İik ayet ruh ile cesedin aynı şey olduğuna delil getirilmiştir.
Çünkü ayette "Nefislerinizi çıkarın" denilmiştir, bundan kasıt
ruhlardır. Bu, meşhur bir mesele olup bu konuda pek çok görüş bulunmaktadır.

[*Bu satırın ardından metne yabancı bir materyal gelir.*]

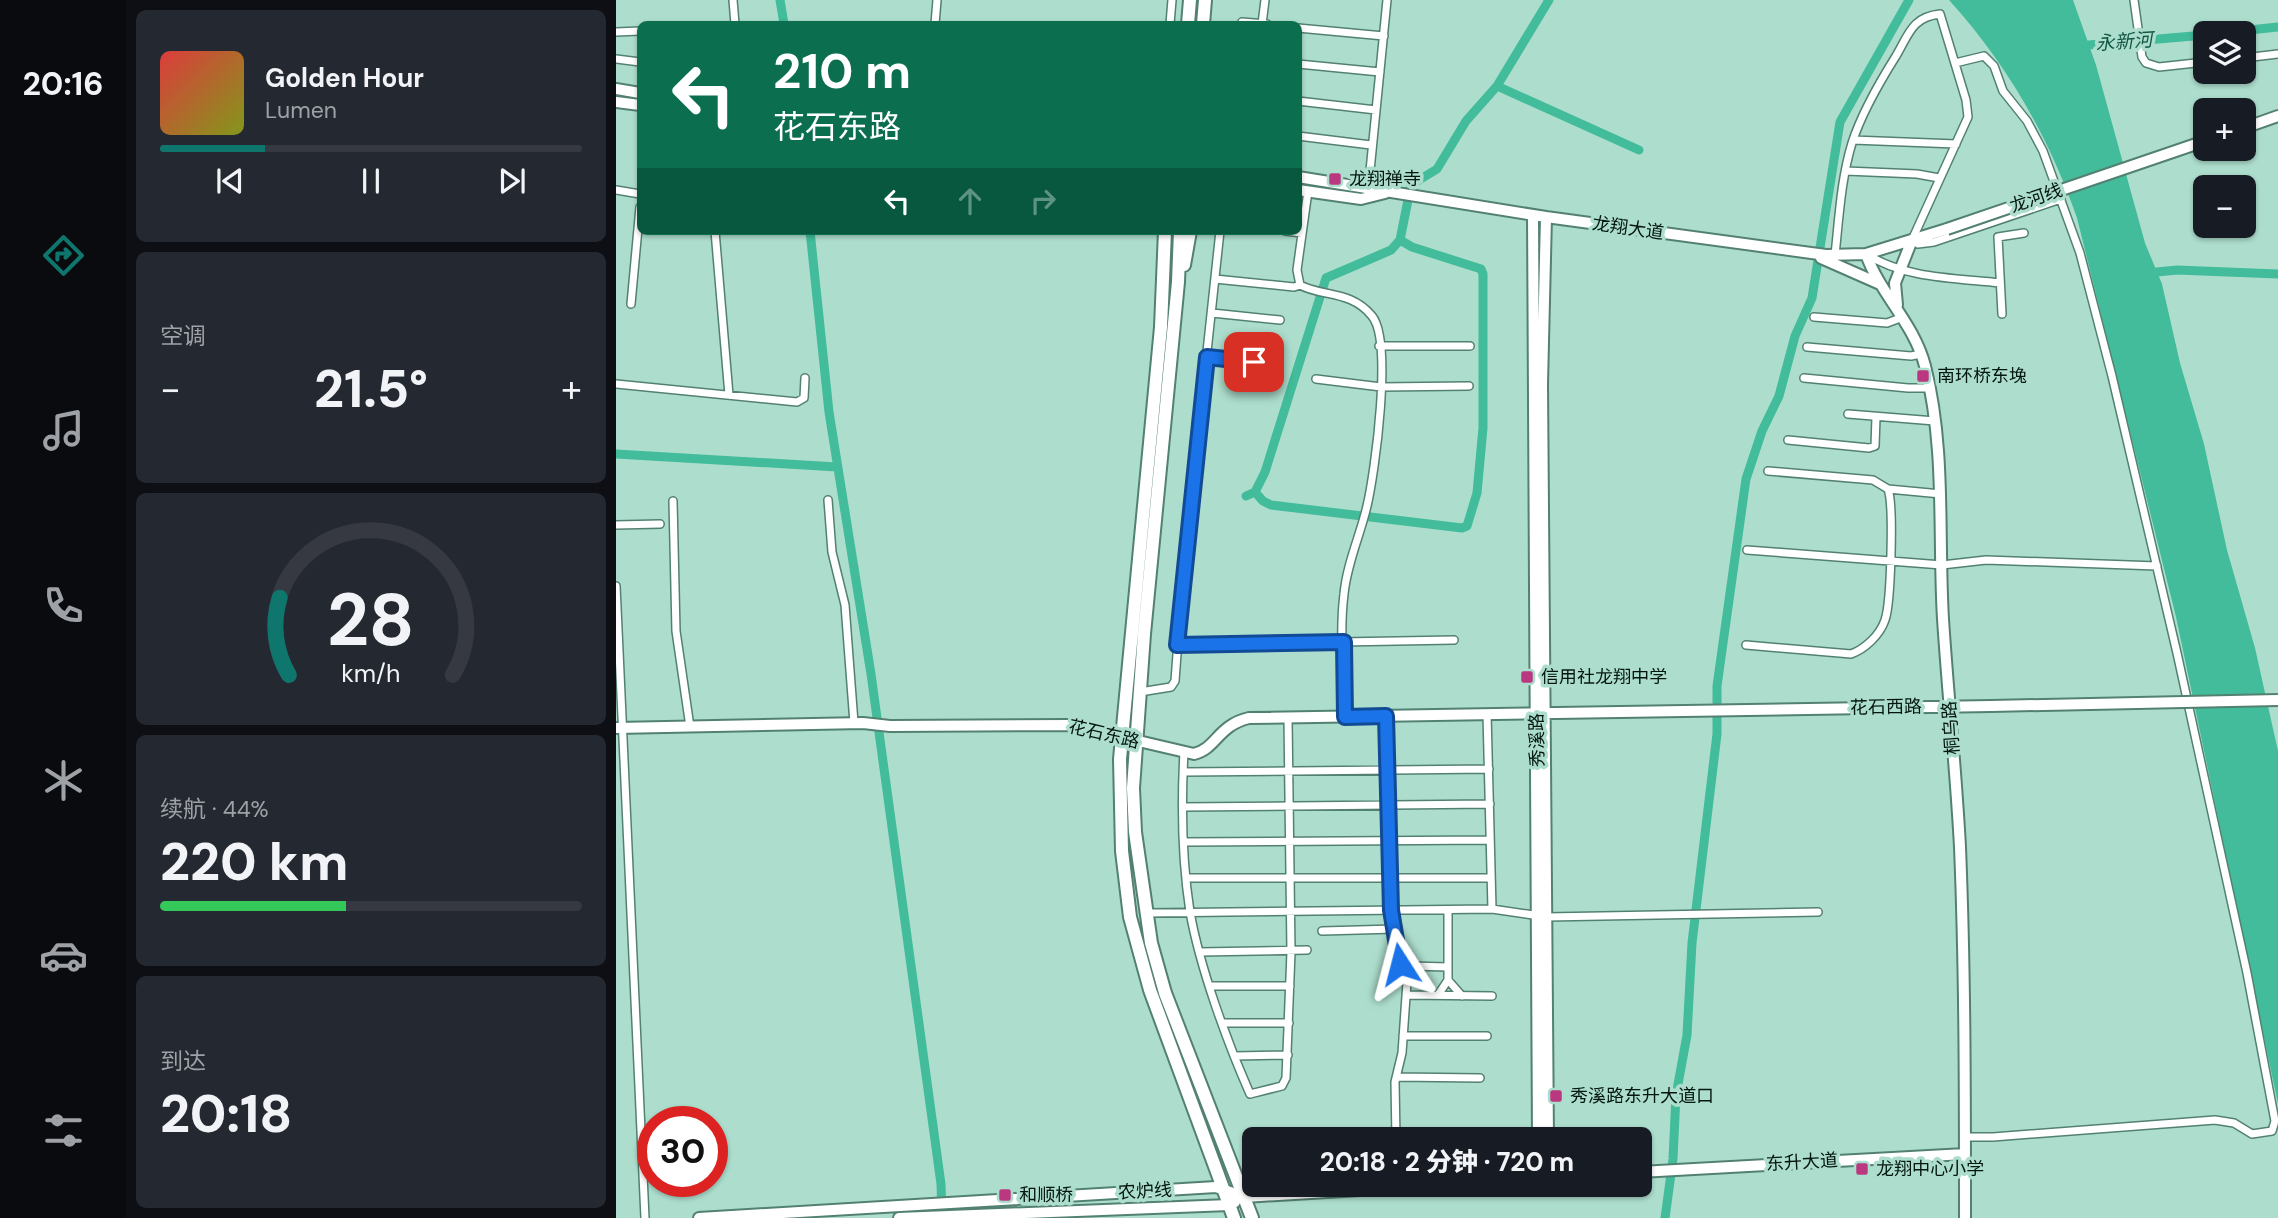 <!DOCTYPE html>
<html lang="zh">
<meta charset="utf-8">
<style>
body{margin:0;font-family:"DM Sans","Noto Sans SC",sans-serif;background:#242831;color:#f1f3f6;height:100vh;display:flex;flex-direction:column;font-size:26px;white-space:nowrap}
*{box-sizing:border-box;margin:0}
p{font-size:23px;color:#9ea1a6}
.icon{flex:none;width:38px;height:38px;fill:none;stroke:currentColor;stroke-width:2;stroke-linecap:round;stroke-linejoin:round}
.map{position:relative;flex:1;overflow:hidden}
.sheet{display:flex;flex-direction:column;gap:10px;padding:10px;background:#0d0f14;width:490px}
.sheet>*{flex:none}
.guide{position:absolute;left:21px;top:21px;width:665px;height:214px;border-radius:10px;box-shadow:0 2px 5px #0004;background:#0b6e4f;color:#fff;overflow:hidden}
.fabs{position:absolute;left:1577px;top:21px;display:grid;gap:14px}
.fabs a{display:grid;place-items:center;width:63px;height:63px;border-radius:10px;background:#171b24;box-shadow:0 2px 5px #0004;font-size:35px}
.speed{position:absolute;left:21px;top:1106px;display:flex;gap:14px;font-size:35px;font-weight:700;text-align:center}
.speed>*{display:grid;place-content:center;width:91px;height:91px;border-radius:50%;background:#171b24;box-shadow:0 2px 5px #0004;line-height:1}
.speed .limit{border:10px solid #d22;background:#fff;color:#111}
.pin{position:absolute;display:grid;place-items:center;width:60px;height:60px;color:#fff;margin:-30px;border-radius:14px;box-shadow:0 4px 10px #0006}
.me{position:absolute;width:77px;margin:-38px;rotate:351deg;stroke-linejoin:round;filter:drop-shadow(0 0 5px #0008)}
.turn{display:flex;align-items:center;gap:24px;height:147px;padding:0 21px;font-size:32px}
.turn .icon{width:91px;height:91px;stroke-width:2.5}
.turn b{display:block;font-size:49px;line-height:60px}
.lanes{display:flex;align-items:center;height:66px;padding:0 21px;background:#0003;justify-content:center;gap:35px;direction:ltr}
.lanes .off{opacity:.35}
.big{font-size:52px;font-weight:800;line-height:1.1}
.sheet .tile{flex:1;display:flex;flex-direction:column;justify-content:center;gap:10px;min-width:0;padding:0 24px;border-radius:10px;background:#242831}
.sheet .dial{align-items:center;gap:0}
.dial svg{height:182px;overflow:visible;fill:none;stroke:#363941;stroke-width:7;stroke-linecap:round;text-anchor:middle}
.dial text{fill:#f1f3f6;stroke:none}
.song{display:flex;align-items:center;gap:21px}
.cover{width:84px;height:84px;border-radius:10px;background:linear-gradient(135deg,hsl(0 70% 55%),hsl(70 70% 35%))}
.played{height:7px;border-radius:4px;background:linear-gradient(90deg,#0f766e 25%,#363941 25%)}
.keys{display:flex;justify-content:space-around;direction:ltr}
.heat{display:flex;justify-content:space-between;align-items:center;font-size:38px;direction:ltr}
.charge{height:10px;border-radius:5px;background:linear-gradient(90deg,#34c759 44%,#363941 0)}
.trip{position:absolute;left:626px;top:1127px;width:410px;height:70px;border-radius:10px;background:#171b24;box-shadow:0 2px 5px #0004;font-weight:800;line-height:70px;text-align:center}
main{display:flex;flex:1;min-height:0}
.tab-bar{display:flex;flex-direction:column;width:126px;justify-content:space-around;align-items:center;background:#090b0e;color:#9ea1a6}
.tab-bar .icon{width:49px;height:49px}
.tab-bar .on{color:#0f766e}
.tab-bar b{font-size:32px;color:#f1f3f6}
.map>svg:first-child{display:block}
.water{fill:#42bc9a}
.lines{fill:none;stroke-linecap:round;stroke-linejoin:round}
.canal{stroke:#42bc9a;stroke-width:9}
.street-casing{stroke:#538171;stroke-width:10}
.secondary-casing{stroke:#538171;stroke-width:14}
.primary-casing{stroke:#538171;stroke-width:16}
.street{stroke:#fff;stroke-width:7}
.secondary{stroke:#fff;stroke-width:10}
.primary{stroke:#fff;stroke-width:12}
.secondary-bridge-casing{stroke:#538171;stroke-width:14;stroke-linecap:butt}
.secondary-bridge{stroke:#fff;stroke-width:10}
.route-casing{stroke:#114b97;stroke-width:18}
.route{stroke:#1a73e8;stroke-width:12}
.poi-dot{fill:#ba387f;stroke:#addecd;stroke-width:2.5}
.labels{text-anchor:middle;stroke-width:7;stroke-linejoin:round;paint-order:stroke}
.poi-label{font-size:18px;fill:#041610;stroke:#addecd;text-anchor:start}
.street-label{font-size:18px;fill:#041610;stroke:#addecd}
.water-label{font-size:19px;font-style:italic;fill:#135644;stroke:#addecd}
</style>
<main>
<nav class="tab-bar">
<b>20:16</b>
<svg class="icon on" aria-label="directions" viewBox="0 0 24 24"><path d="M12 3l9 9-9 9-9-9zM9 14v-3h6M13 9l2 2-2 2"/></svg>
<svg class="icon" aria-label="music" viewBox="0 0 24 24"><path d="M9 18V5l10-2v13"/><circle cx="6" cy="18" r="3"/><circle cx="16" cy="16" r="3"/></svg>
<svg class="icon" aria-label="phone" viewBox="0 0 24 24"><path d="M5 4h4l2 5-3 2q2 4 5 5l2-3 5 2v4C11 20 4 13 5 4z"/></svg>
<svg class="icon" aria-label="climate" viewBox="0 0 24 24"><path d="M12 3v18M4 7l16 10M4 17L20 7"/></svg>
<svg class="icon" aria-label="car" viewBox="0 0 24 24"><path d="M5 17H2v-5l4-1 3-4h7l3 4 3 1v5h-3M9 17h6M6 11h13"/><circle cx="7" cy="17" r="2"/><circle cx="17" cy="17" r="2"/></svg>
<svg class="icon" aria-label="filters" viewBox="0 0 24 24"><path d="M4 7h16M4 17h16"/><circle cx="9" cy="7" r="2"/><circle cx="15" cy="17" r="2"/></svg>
</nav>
<section class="sheet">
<div class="tile">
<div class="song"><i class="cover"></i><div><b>Golden Hour</b><p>Lumen</p></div></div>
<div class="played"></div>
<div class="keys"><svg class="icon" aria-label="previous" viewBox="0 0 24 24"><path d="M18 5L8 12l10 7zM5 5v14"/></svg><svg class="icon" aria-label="pause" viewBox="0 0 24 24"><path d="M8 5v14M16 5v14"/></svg><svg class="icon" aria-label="next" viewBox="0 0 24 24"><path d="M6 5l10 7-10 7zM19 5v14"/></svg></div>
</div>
<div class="tile"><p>空调</p>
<div class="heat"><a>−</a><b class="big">21.5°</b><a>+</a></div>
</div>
<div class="tile dial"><svg viewBox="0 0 100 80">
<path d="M14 69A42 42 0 1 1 86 69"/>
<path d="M14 69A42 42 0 0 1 10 35" stroke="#0f766e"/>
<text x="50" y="56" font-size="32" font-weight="700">28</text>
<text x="50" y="72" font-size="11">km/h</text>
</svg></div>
<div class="tile"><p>续航 · 44%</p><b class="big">220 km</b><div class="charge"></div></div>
<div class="tile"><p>到达</p><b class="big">20:18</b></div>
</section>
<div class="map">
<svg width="1662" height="1218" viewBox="0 0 1662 1218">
<rect width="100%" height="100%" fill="#addecd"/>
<path class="water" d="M1333 0H1457L1480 65 1529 243 1546 284 1564 363 1588 444 1611 550 1639 648 1662 751V1104L1560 617 1461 218C1433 137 1391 64 1333 0Z"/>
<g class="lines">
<path class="canal" d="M164 0 168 24
M1605 33 1662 27
M1461 46 1589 35
M881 86 1023 150
M194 231 213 412 255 674 325 1184 326 1218
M1531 273 1561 270 1662 274
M0 454 221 467
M639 492 647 501 655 505 846 528 851 526 861 493 867 428V274L865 269 796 247 784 240
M630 496 639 492 649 472 710 278 775 250 784 240 795 185 821 169 850 121 881 86 933 0
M1049 1218 1057 1159 1060 1095 1071 1035 1076 943 1101 734V686L1130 479 1146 431 1163 396 1179 336 1196 298 1224 122 1293 0"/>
<g class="street-casing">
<path id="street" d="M117 0 119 24
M1518 0 1526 57 1530 63 1543 67 1589 62
M626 22 651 24
M319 24 321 0
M554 24 556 0
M646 24 649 0
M682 28 768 36
M0 32 24 31
M1628 58 1662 54
M0 59 24 62
M1339 63 1368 56 1378 66 1387 91 1411 121 1427 151 1464 253 1496 376 1561 653 1631 973 1659 1121 1656 1131 1636 1134 1618 1123 1599 1120 1377 1137H1349
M682 64 764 72
M682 101 760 110
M682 136 755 145
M1237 140 1340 144
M1230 171 1301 174 1323 178
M0 190 24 194
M692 191 681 270 684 285C706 297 735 290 756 316 777 341 759 472 751 506 744 536 731 563 728 594 723 634 728 677 729 717
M752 191 771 0
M99 231 113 395
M669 231 686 233
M1250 254C1290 279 1339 278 1384 283
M1219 255C1223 218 1225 179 1236 143 1246 112 1263 83 1280 56 1293 34 1296 17 1324 14L1350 100 1352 117 1296 240 1302 244 1318 242 1445 199
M599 279 678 287 684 285
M15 304 24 207
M596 313 664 320
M1386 314 1382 237 1408 233
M1198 317 1271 323 1287 317
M763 346H854
M1191 347 1295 356 1305 354
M591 357 661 364
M1188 378 1292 388H1314
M700 379 765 387 853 386
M0 384 181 402 188 398 189 378
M1232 414 1319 421
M1172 440 1253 448 1259 446 1260 417
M1272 489 1325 494
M212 500 216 552 229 605 238 723
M57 501 60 631 74 727
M0 525 44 524
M1131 550 1326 565 1370 560 1541 566
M0 586 29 1218
M561 645 838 640
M1130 645 1235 654C1249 649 1264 635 1269 620 1275 603 1278 505 1272 489L1257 480 1152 471
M524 692 555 687 559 681 567 574 604 231
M871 714 876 909
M770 716 775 910 784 964 791 982 786 1053 779 1082 780 1139
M568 752C565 805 566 860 574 912 584 968 611 1042 634 1094L666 1086 670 1078 675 952 672 718
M567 772 873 769
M567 807 874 804
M568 842 874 840
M570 878H875
M530 913 876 909 931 917 1202 912
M706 931 779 929
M584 952 691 950
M788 970 794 966 832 967
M832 980 846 996
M595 986H674
M790 995 876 996
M822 995 832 980V910
M608 1023H673
M787 1036H871
M619 1056 672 1055
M781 1077 864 1078"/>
</g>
<g class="secondary-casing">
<path id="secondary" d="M0 89 24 93
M0 102 24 105
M1628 128 1662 116
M682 177 930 217 1210 255 1250 254 1331 229
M682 190 745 199 769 193
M917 215 922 1139
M930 217 926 384 932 1139
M1250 254C1264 294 1298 323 1309 366 1330 448 1322 535 1327 619 1332 695 1340 771 1344 847 1349 970 1349 1094 1349 1218
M1205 258 1264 284
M1281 305 1279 283 1296 240
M0 728 247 723 274 726 454 725 578 754C600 749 602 725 633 718L1375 706
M1024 1172 1349 1154
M83 1218 600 1187 628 1197 827 1185
M283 1218 613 1205 619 1202"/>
</g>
<g class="primary-casing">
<path id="primary" d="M572 24 574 0
M587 24 589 0
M549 231 545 327 504 759 506 851 514 917 534 990 618 1218
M564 231 562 282 528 634 517 788 519 832 535 943 549 993 636 1218
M568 265 574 231"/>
</g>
<use href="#street" class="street"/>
<use href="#secondary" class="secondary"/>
<use href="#primary" class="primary"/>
<g class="secondary-bridge-casing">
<path id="secondary-bridge" d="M1331 229 1589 141
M1375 706 1662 700"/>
</g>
<use href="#secondary-bridge" class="secondary-bridge"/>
</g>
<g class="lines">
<g class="route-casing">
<path id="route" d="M638 362 591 357 561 645 728 642 729 717 770 716 775 910 784 964"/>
</g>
<use href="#route" class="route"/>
</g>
<g class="poi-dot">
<rect x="712" y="172" width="14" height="14" rx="3.5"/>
<rect x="1300" y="369" width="14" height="14" rx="3.5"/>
<rect x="904" y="670" width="14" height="14" rx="3.5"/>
<rect x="933" y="1089" width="14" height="14" rx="3.5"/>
<rect x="1239" y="1162" width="14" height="14" rx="3.5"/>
<rect x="382" y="1188" width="14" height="14" rx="3.5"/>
</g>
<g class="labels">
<g class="poi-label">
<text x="733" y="185">龙翔禅寺</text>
<text x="1321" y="382">南环桥东堍</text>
<text x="925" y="683">信用社龙翔中学</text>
<text x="954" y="1102">秀溪路东升大道口</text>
<text x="1260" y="1175">龙翔中心小学</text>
<text x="403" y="1201">和顺桥</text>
</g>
<g class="street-label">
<text transform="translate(1420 198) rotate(-19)" y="6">龙河线</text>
<text transform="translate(1012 228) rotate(8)" y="6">龙翔大道</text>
<text transform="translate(1270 707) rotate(-1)" y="6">花石西路</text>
<text transform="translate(1335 728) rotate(-94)" y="6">桐乌路</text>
<text transform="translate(488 734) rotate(13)" y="6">花石东路</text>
<text transform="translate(921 740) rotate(-91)" y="6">秀溪路</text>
<text transform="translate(1186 1162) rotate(-3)" y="6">东升大道</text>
<text transform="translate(529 1191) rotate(-3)" y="6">农炉线</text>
</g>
<g class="water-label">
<text transform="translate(1508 41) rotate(-4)" y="7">永新河</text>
</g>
</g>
</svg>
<div class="fabs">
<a><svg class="icon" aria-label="layers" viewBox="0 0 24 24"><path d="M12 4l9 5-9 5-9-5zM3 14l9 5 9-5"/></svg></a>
<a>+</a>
<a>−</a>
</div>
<div class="speed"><div class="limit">30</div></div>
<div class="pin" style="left:638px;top:362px;background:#d93025"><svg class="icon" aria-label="arrive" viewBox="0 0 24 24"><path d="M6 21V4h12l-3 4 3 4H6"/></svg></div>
<svg class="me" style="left:784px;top:964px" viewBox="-20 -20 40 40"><path d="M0-17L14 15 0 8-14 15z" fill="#1a73e8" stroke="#fff" stroke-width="4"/></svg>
<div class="trip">20:18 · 2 分钟 · 720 m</div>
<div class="guide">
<div class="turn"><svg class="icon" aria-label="left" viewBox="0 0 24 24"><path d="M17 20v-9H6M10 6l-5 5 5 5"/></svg><div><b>210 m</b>花石东路</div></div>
<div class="lanes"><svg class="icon" aria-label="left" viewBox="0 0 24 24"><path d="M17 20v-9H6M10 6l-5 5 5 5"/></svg><svg class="icon off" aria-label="ahead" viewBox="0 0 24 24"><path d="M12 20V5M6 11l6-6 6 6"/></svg><svg class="icon off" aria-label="right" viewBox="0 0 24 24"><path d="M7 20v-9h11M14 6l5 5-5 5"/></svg></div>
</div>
</div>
</main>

"Sana ruh hakkında soruyorlar [İsra 85] ayetinin tefsirinde bu konuya
işaret edilecektir.[4721. hadis.]
Hadisin ikinci rivayetinde "Allah iman edenleri o sabit söz
üzerinde daim kılar" ayeti kabir azabı hakkında indirilmiştir
denilmektedir. Bunu Zazan Ebu Ömer, Bera'dan uzun bir metinle ve açık bir
şekilde rivayet etmiştir. Sünen yazarları bunu rivayet etmişler, Ebu Avane ve
diğer hadis bilginleri bunun sahih olduğunu söylemişlerdir. Bu hadisin tamamı
şöyledir:
Resulullah (s.a.v.) ile birlikte ensardan bir adamın cenazesine
katıldık. Kabre geldik. Cenaze lahde konulduğunda Nebi Sallallahu Aleyhi ve
Sellem oturdu, biz de etrafına oturduk. Başımızın üzerinde kuş varmış gibi
(sessizce) oturuyorduk. Hz. Nebi'in elinde bir asa vardı, bununla toprağı
eşeliyordu. Hz. Nebi başını kaldırarak şöyle buyurdu: "Kabir azabından
Allah'a sığının (Bunu iki yahut üç kere tekrarladı). Ölünün yakınları kabirden
ayrılırken ölü onların ayakkabılarının seslerini işitir. Bu sırada İki melek gelerek
onu oturturlar ve ona: 'Rabbin kim?' diye sorarlar. O 'Rabbim Allah'tır' der.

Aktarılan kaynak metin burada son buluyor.